* **How to complete this task**
Omitting the pictures, restate all of the entries below exactly.

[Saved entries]
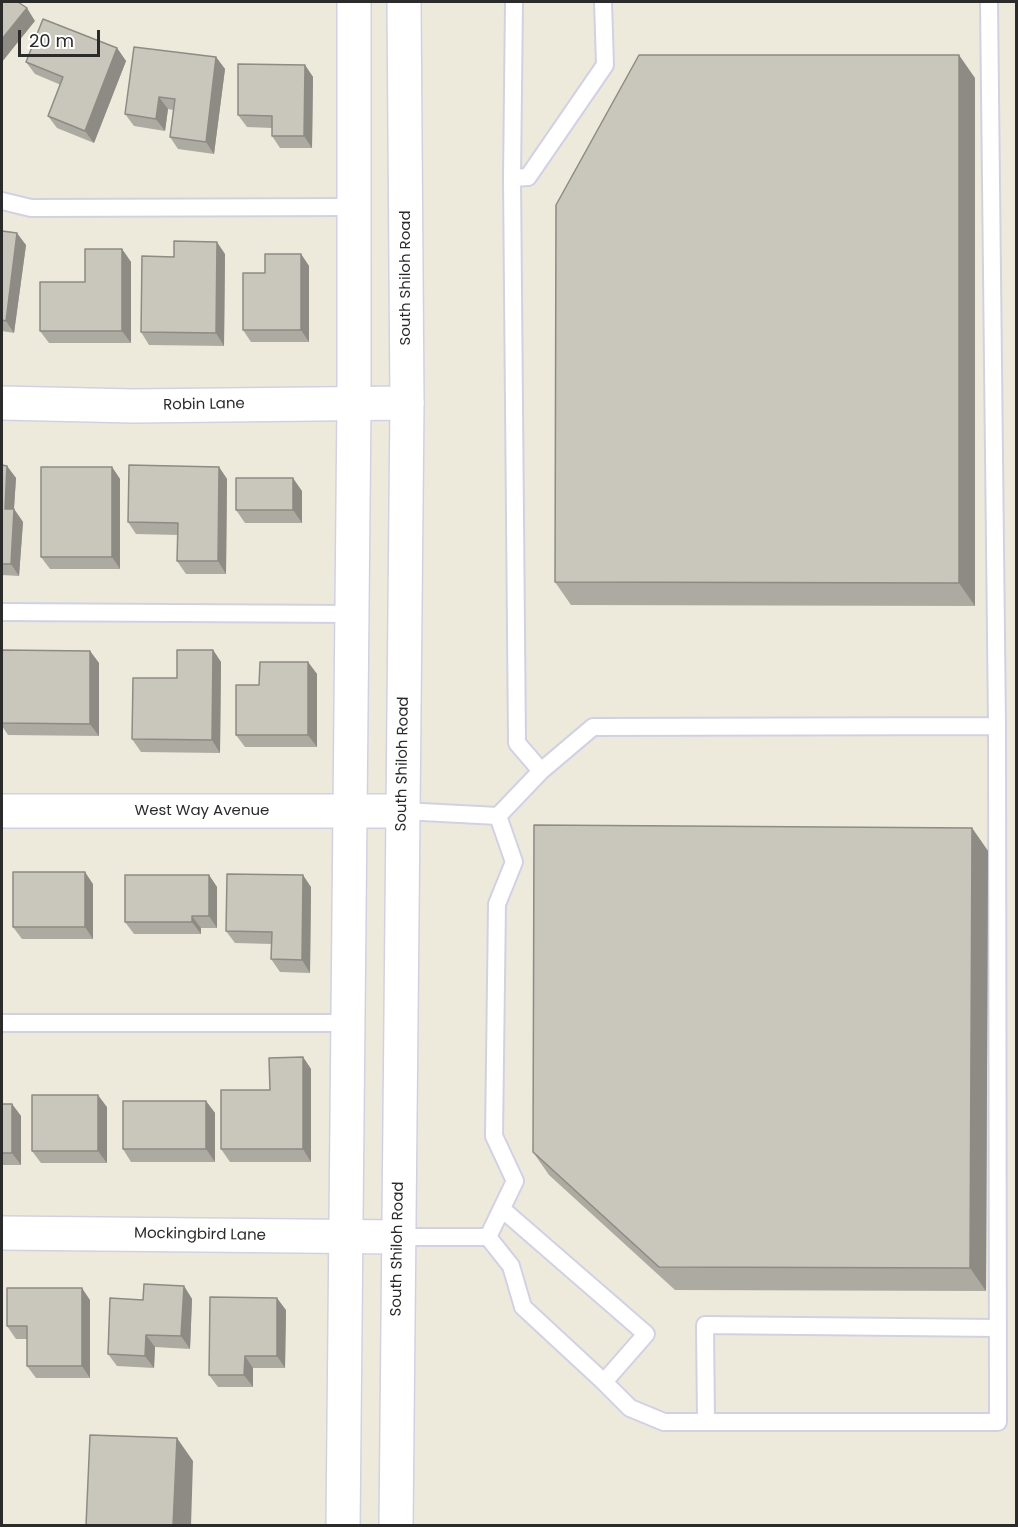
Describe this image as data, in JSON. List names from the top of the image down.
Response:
{
  "streets": {
    "main road": [
      "South Shiloh Road",
      "Robin Lane",
      "West Way Avenue",
      "Mockingbird Lane"
    ]
  },
  "crossings": [
    ["South Shiloh Road", "Robin Lane"],
    ["South Shiloh Road", "West Way Avenue"],
    ["South Shiloh Road", "Mockingbird Lane"]
  ],
  "scale_bar": "20 m"
}
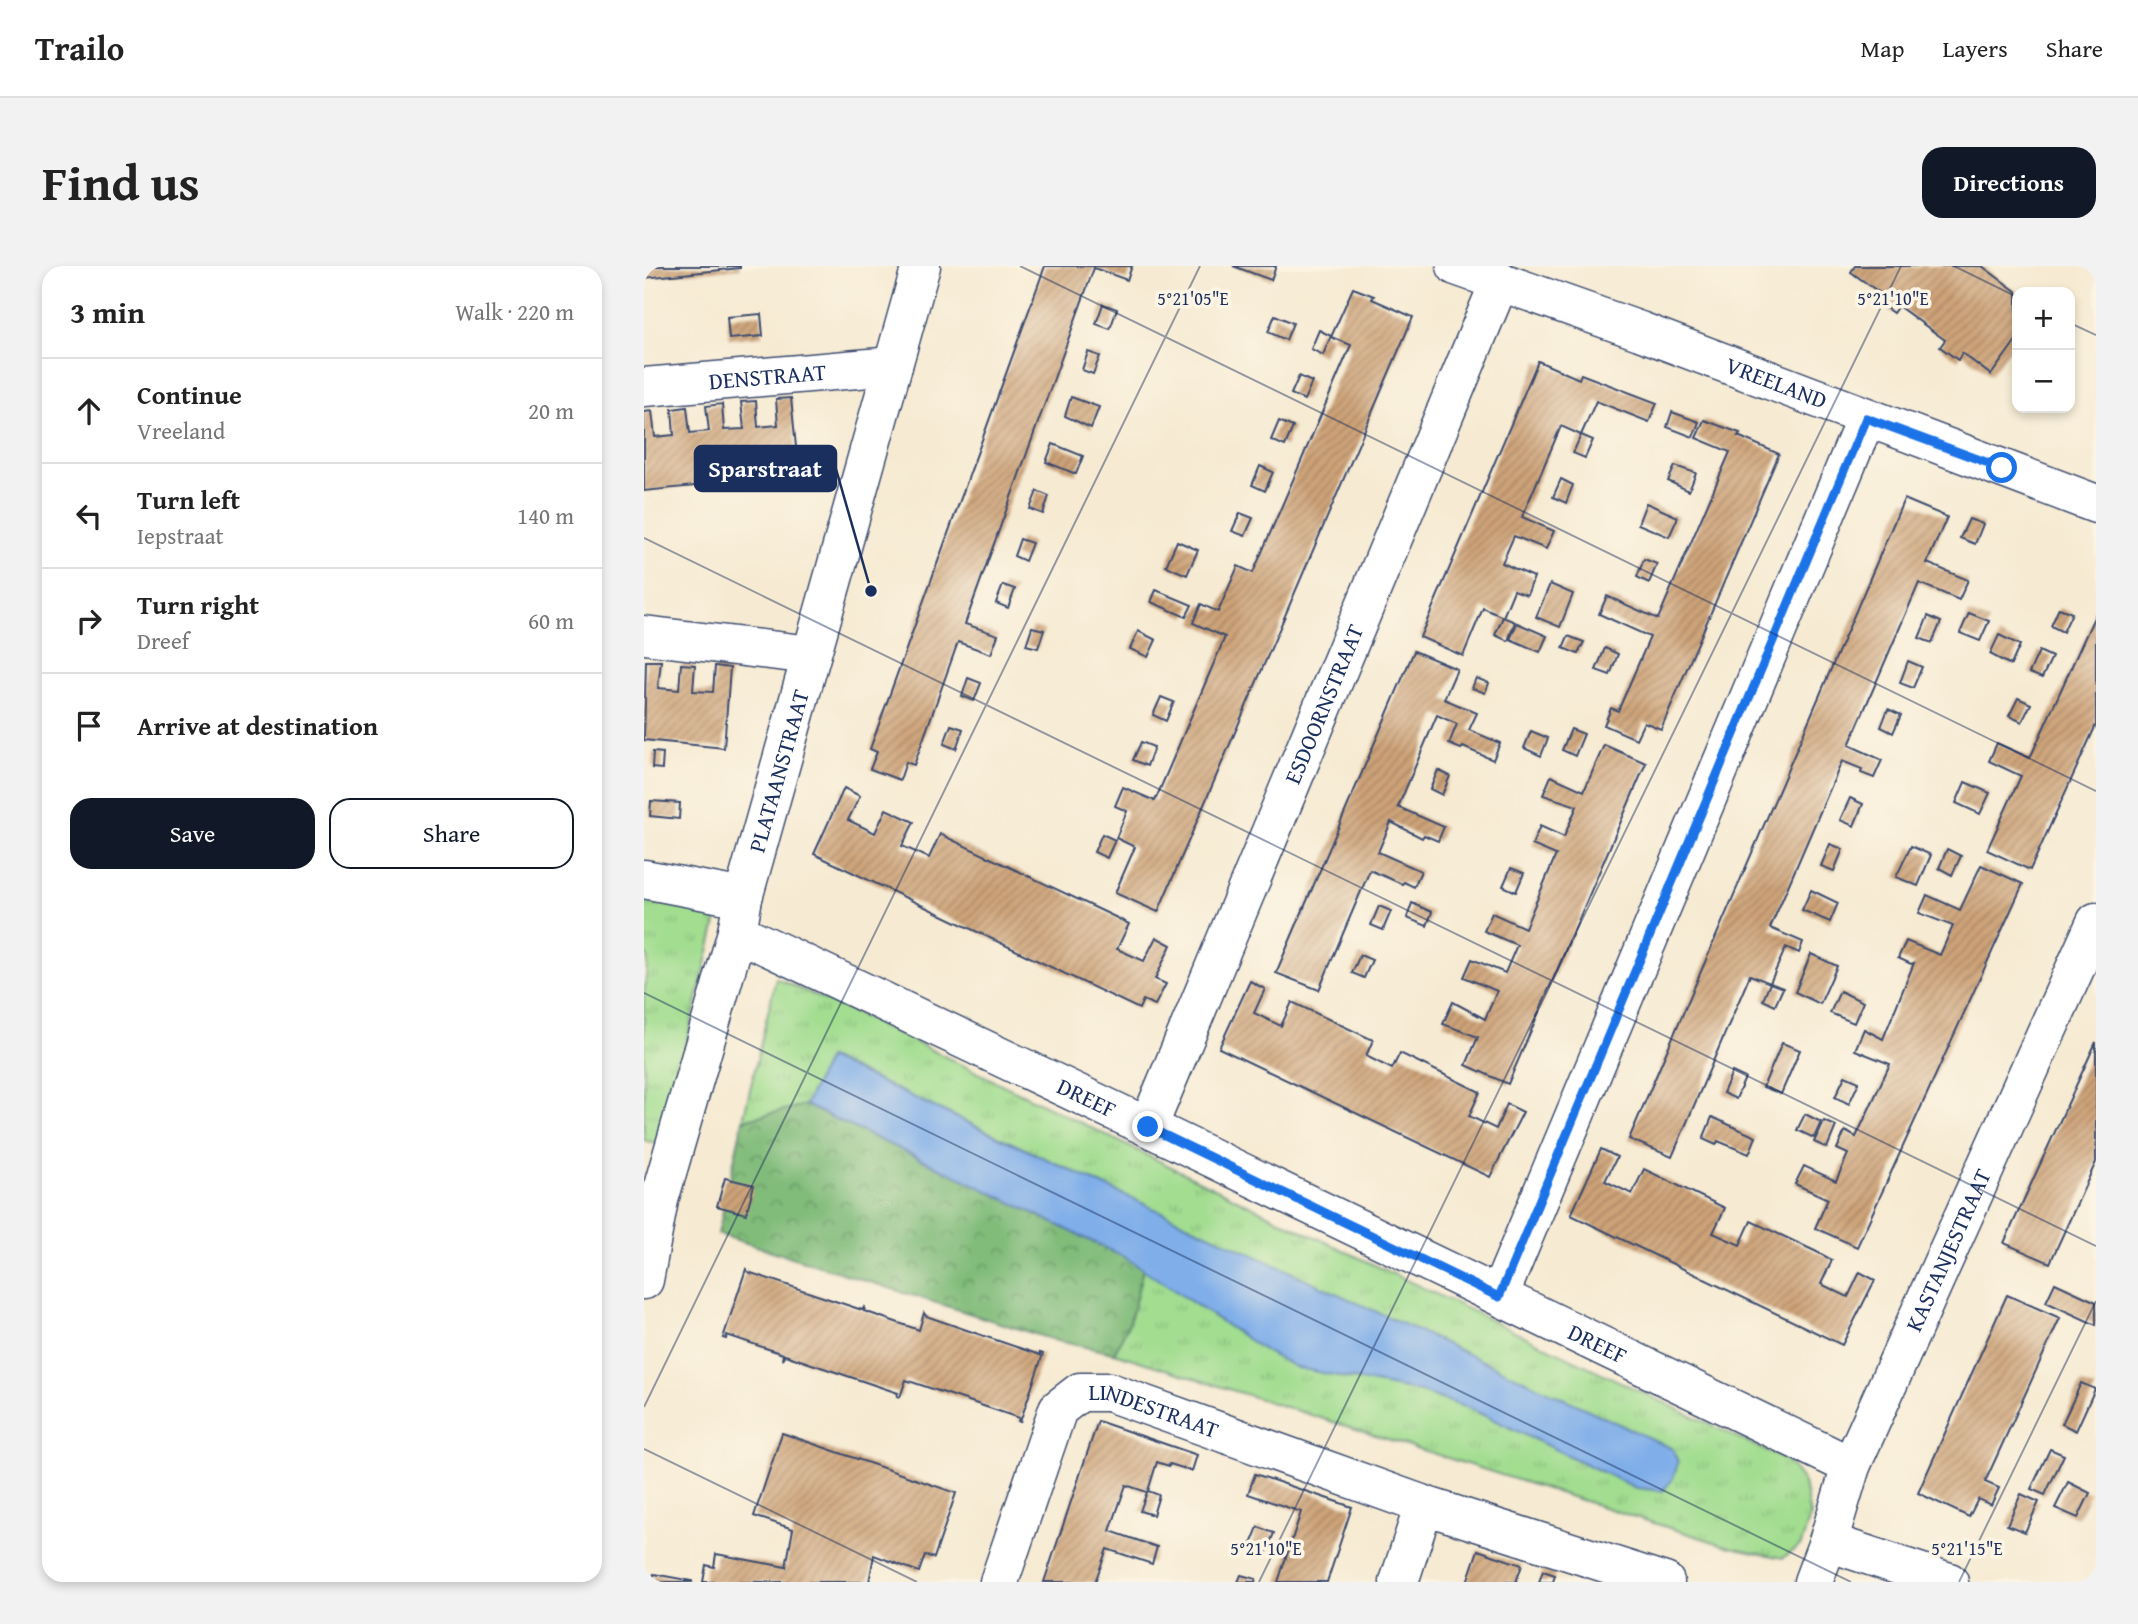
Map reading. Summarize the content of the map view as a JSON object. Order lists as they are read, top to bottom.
{
  "streets": {
    "street": [
      "DENSTRAAT",
      "VREELAND",
      "ESDOORNSTRAAT",
      "PLATAANSTRAAT",
      "DREEF",
      "KASTANJESTRAAT",
      "LINDESTRAAT"
    ]
  },
  "crossings": [
    ["DENSTRAAT", "PLATAANSTRAAT"],
    ["VREELAND", "ESDOORNSTRAAT"],
    ["ESDOORNSTRAAT", "DREEF"],
    ["PLATAANSTRAAT", "DREEF"],
    ["DREEF", "KASTANJESTRAAT"]
  ],
  "places": ["Sparstraat"],
  "page": {
    "header": "Trailo",
    "nav": ["Map", "Layers", "Share"],
    "title": "Find us",
    "buttons": [
      "Directions",
      ["Save", "Share"]
    ],
    "heading": ["3 min", "Walk · 220 m"],
    "map_buttons": ["+", "−"],
    "list": [
      ["Continue", "Vreeland", "20 m"],
      ["Turn left", "Iepstraat", "140 m"],
      ["Turn right", "Dreef", "60 m"],
      "Arrive at destination"
    ]
  },
  "coordinates": ["5°21'05\"E", "5°21'10\"E", "5°21'15\"E"]
}
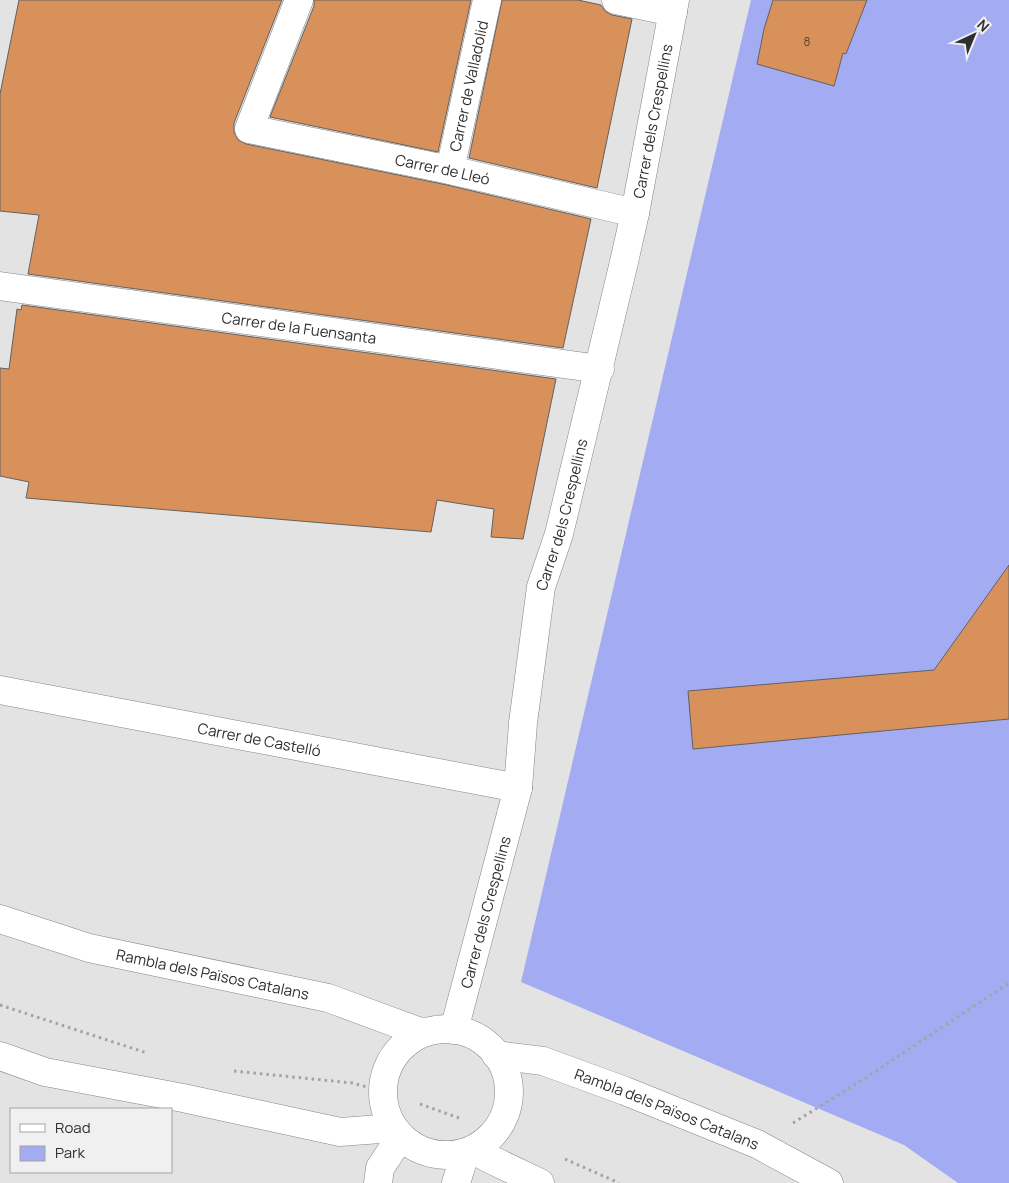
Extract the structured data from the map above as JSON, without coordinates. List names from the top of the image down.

* **Result of the exercise**
Describe this image as data, in JSON. List names from the top of the image down.
Response:
{
  "streets": {
    "main road": [
      "South Shiloh Road",
      "Robin Lane",
      "West Way Avenue",
      "Mockingbird Lane"
    ]
  },
  "crossings": [
    ["South Shiloh Road", "Robin Lane"],
    ["South Shiloh Road", "West Way Avenue"],
    ["South Shiloh Road", "Mockingbird Lane"]
  ],
  "scale_bar": "20 m"
}
Map reading. Summarize the content of the map view as a JSON object. Order lists as they are read, top to bottom.
{
  "streets": {
    "street": [
      "DENSTRAAT",
      "VREELAND",
      "ESDOORNSTRAAT",
      "PLATAANSTRAAT",
      "DREEF",
      "KASTANJESTRAAT",
      "LINDESTRAAT"
    ]
  },
  "crossings": [
    ["DENSTRAAT", "PLATAANSTRAAT"],
    ["VREELAND", "ESDOORNSTRAAT"],
    ["ESDOORNSTRAAT", "DREEF"],
    ["PLATAANSTRAAT", "DREEF"],
    ["DREEF", "KASTANJESTRAAT"]
  ],
  "places": ["Sparstraat"],
  "page": {
    "header": "Trailo",
    "nav": ["Map", "Layers", "Share"],
    "title": "Find us",
    "buttons": [
      "Directions",
      ["Save", "Share"]
    ],
    "heading": ["3 min", "Walk · 220 m"],
    "map_buttons": ["+", "−"],
    "list": [
      ["Continue", "Vreeland", "20 m"],
      ["Turn left", "Iepstraat", "140 m"],
      ["Turn right", "Dreef", "60 m"],
      "Arrive at destination"
    ]
  },
  "coordinates": ["5°21'05\"E", "5°21'10\"E", "5°21'15\"E"]
}
Extract the structured data from the map above as JSON, without coordinates. List names from the top of the image down.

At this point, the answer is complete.